On April 17, 2015, BSEE published a proposed rule. 80 Fed. Reg. 21,504. BSEE states that because blowout preventer equipment and systems are critical components of many well operations, it was important to collect the best ideas on the prevention of well-control incidents and blowouts to assist in the development of the proposed rule. BSEE therefore included the knowledge, skillset, and experience possessed by the offshore oil and gas industry in developing the proposed rule. Accordingly, BSEE states that it participated in meetings, training, and workshops with industry, standards setting organizations, and other stakeholders in developing the proposed rule. In response to the proposed rule, BSEE received over 172 sets of comments from individual entities (e.g., companies, industry organizations, non-governmental organizations, and private citizens). Some entities submitted comments multiple times. BSEE reviewed all comments and summarized and responded to all relevant and significant comments in the final rule.
Paperwork Reduction Act (PRA), 44 U.S.C. §§ 3501-3520
BSEE states that the rule contains a collection of information that was submitted to the Office of Management and Budget (OMB) for review and approval under PRA. It proposed to revise the section of the existing regulation by updating the OMB control numbers, by rewording some of the explanations for BSEE's information collections, and by adding references to proposed new information collections. After considering comments submitted, BSEE included the proposed language in the final rule without significant revisions. However, in response to certain comments, BSEE revised the estimated burden hours for compliance with some of the information collections in the final rule.
The title of the collection of information for this rule is 30 C.F.R. part 250, subpart G, Well Operations and Equipment.

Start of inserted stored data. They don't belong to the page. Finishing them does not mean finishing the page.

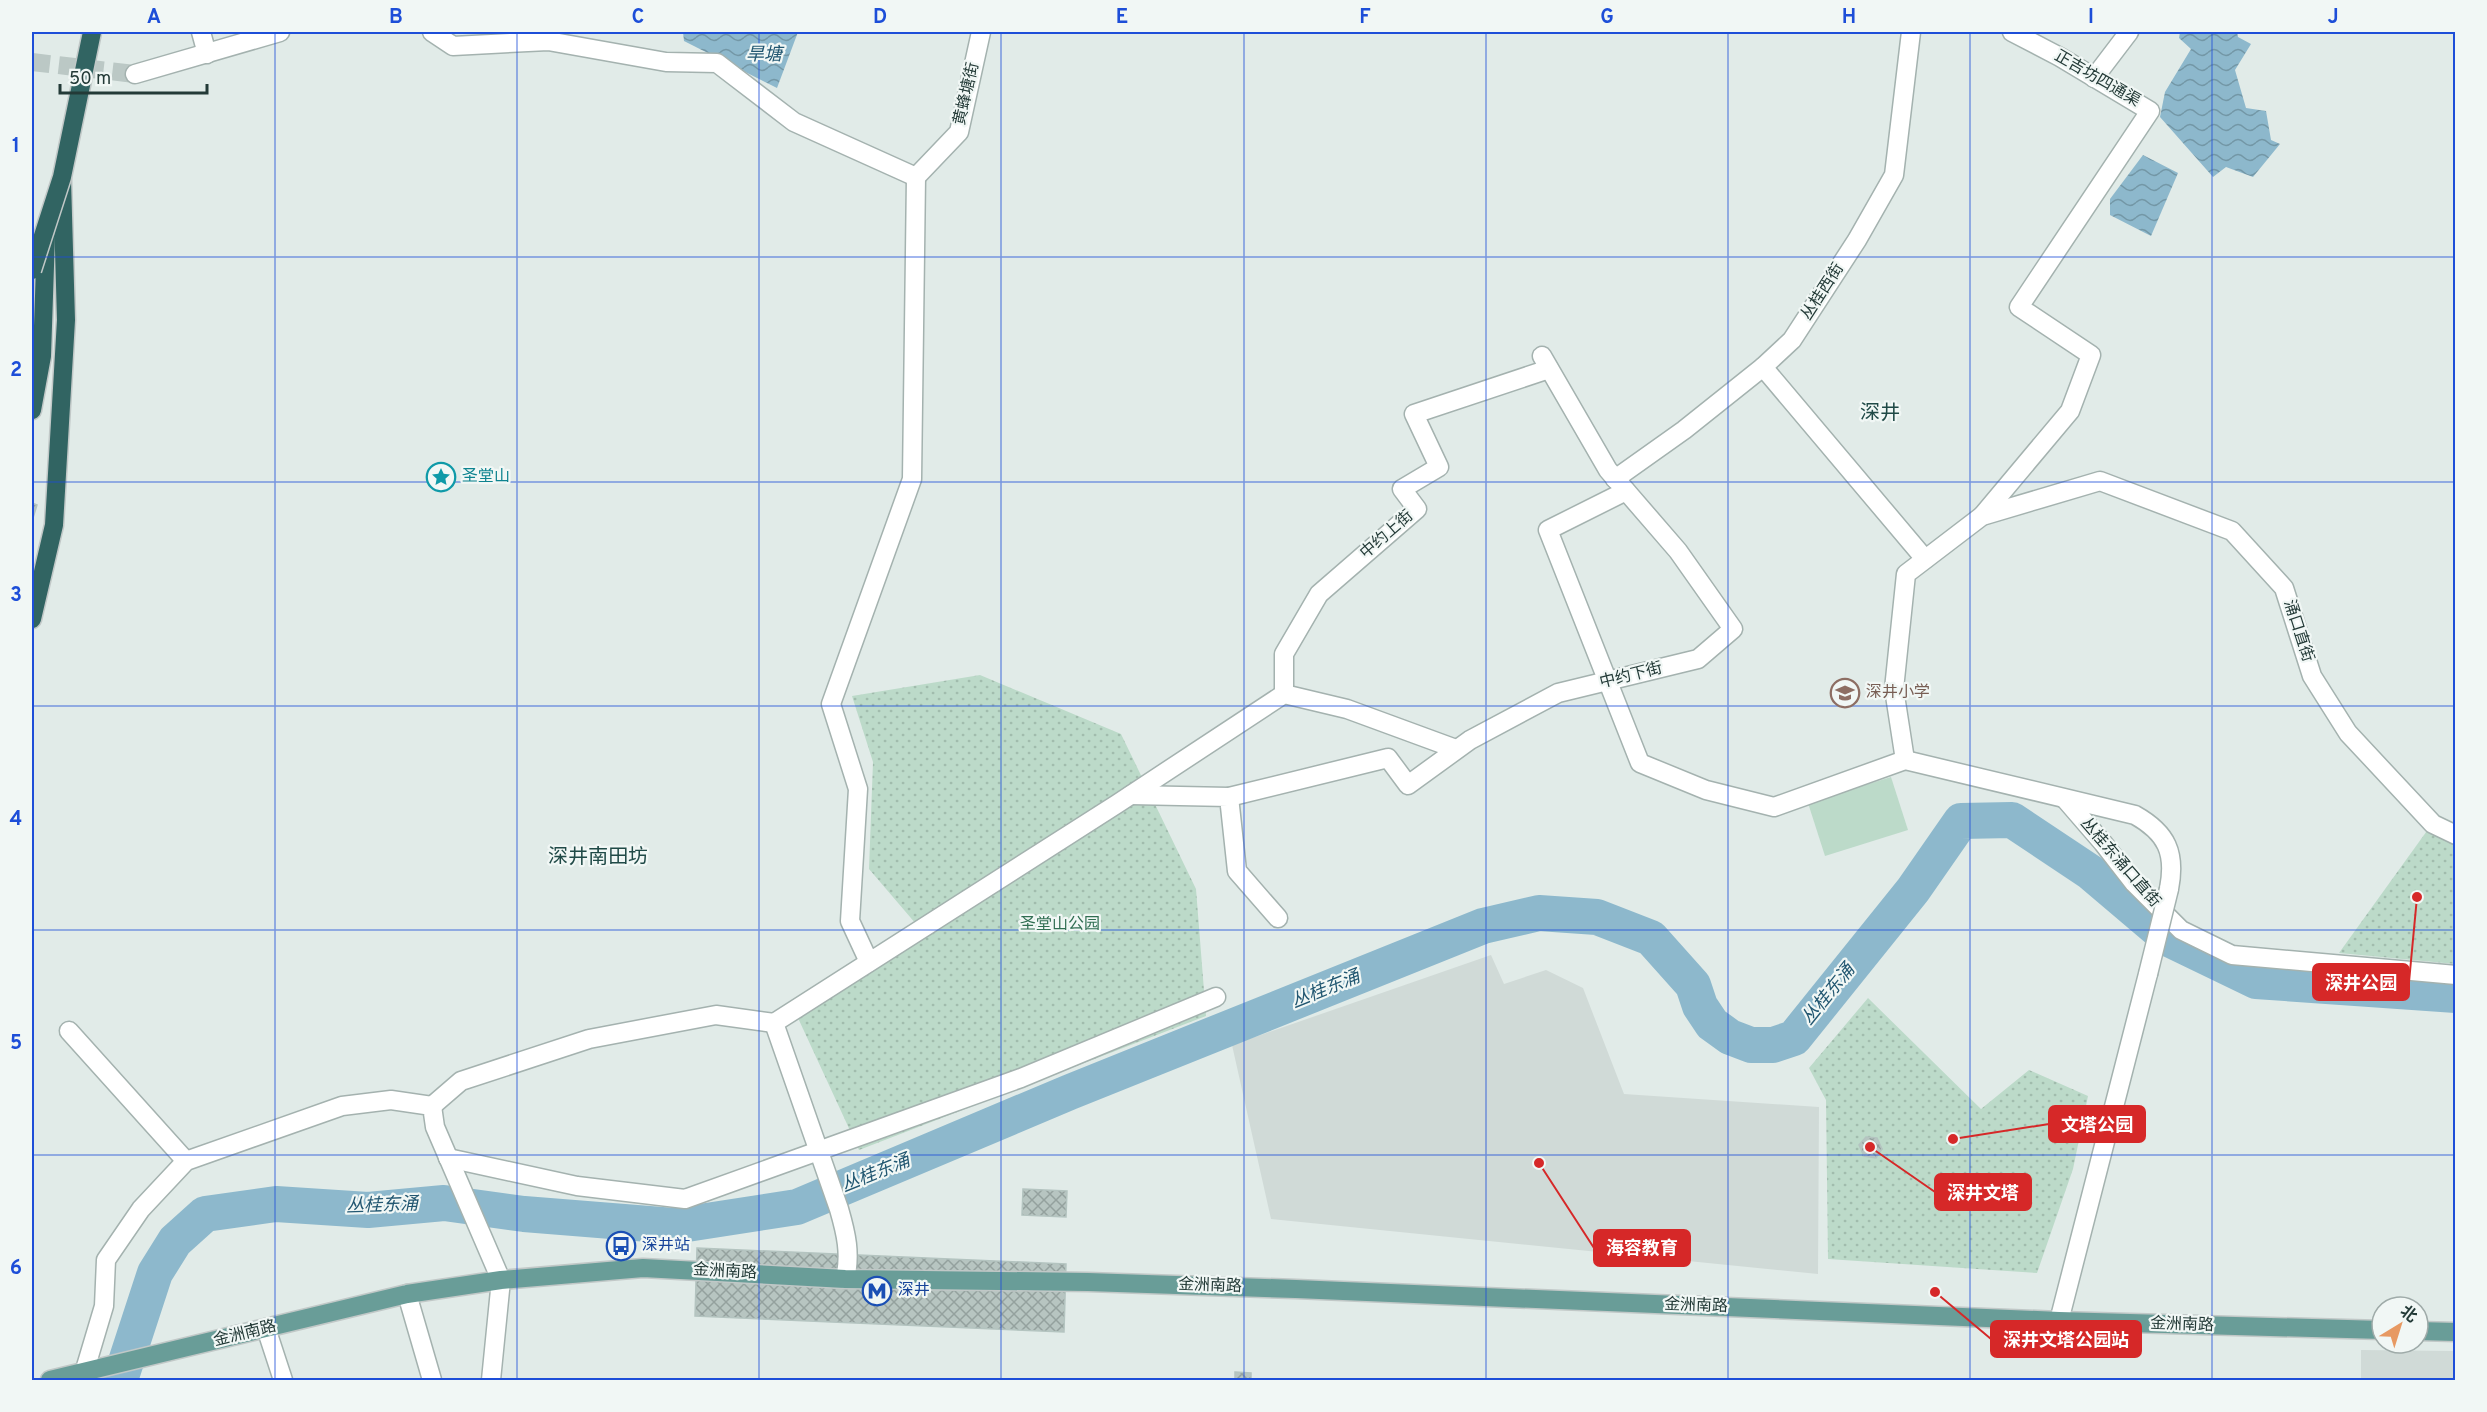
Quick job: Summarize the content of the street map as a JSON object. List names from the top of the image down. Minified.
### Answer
{"streets":{"main road":["金洲南路"],"street":["正吉坊四通渠","黄蜂塘街","丛桂西街","中约上街","涌口直街","中约下街","丛桂东涌口直街"]},"crossings":[["正吉坊四通渠","涌口直街"],["丛桂西街","中约下街"],["中约上街","中约下街"]],"districts":["深井","深井南田坊"],"water":["旱塘","丛桂东涌"],"parks":["圣堂山公园"],"places":{"place":["圣堂山"],"school or university":["深井小学"],"other":["深井公园","文塔公园","深井文塔","海容教育","深井文塔公园站"],"bus stop":["深井站"],"metro station":["深井"]},"scale_bar":"50 m","north":"top right","grid":{"columns":["A","B","C","D","E","F","G","H","I","J"],"rows":["1","2","3","4","5","6"]}}
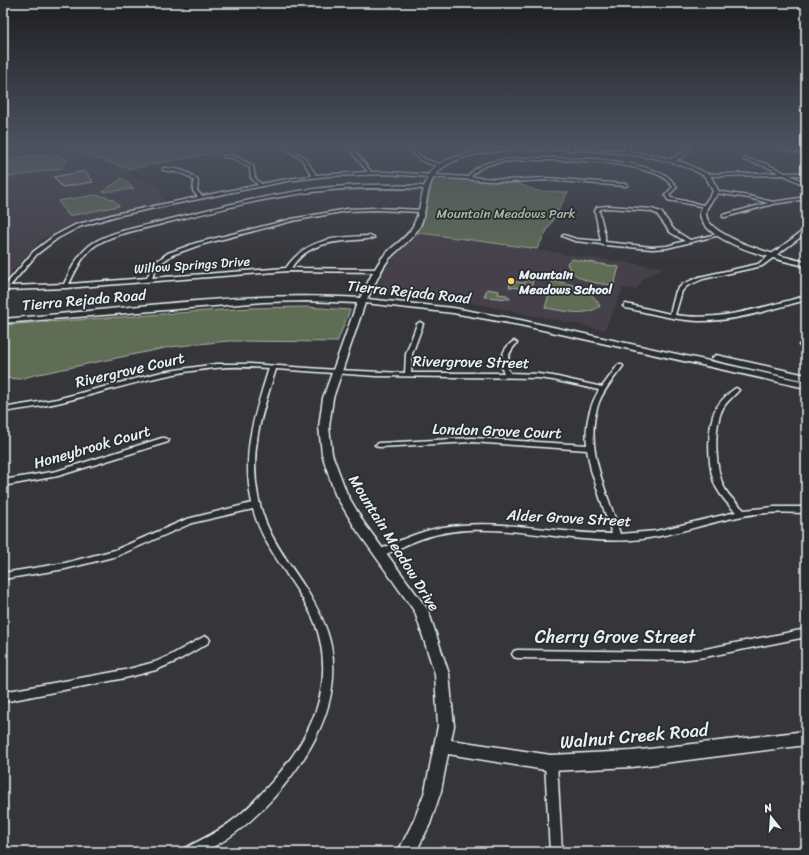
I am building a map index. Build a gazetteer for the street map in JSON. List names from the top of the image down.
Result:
{
  "streets": {
    "street": [
      "Willow Springs Drive",
      "Tierra Rejada Road",
      "Rivergrove Street",
      "Rivergrove Court",
      "London Grove Court",
      "Honeybrook Court",
      "Alder Grove Street",
      "Mountain Meadow Drive",
      "Cherry Grove Street",
      "Walnut Creek Road"
    ]
  },
  "crossings": [
    ["Willow Springs Drive", "Mountain Meadow Drive"],
    ["Tierra Rejada Road", "Mountain Meadow Drive"],
    ["Rivergrove Street", "Rivergrove Court"],
    ["Rivergrove Street", "Mountain Meadow Drive"],
    ["Rivergrove Court", "Mountain Meadow Drive"],
    ["Alder Grove Street", "Mountain Meadow Drive"],
    ["Mountain Meadow Drive", "Walnut Creek Road"]
  ],
  "parks": ["Mountain Meadows Park"],
  "places": ["Mountain Meadows School"],
  "north": "top"
}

OMB approved the collection under Control Number 1014-0028, with an expiration date of April 30, 2019, and 285,111 hours, and $102,500 non-hour cost burdens. The information collection concerns BOP system requirements and maintaining well control among others; the information is used in BSEE's efforts to regulate oil and gas operations on the outer continental shelf, to protect life and the environment, conserve natural resources, and prevent waste. Potential respondents comprise federal outer continental shelf oil, gas, and sulfur operators and lessees. The frequency of response varies depending upon the requirement. Responses to this collection of information are mandatory or are required to obtain or retain a benefit. The information collection does not include questions of a sensitive nature.
Statutory authorization for the rule
BSEE promulgated this rule under its authority from the Outer Continental Shelf Lands Act (OCSLA), 43 U.S.C. §§ 1331-1356a.
Executive Order No. 12,866 (Regulatory Planning and Review)
BSEE determined that this rule is a significant rulemaking within the definition of Executive Order No. 12,866 because the estimated annual costs or benefits would exceed $100 million in at least 1 year of the 10-year analysis period. Accordingly, the Office of Management and Budget has reviewed this regulation.
Executive Order No. 13,132 (Federalism)
According to BSEE, this rule does not have federalism implications. The rule will not substantially and directly affect the relationship between the federal and state governments. To the extent that state and local governments have a role in outer continental shelf activities, this rule will not affect that role. BSEE concluded that a federalism assessment is not required.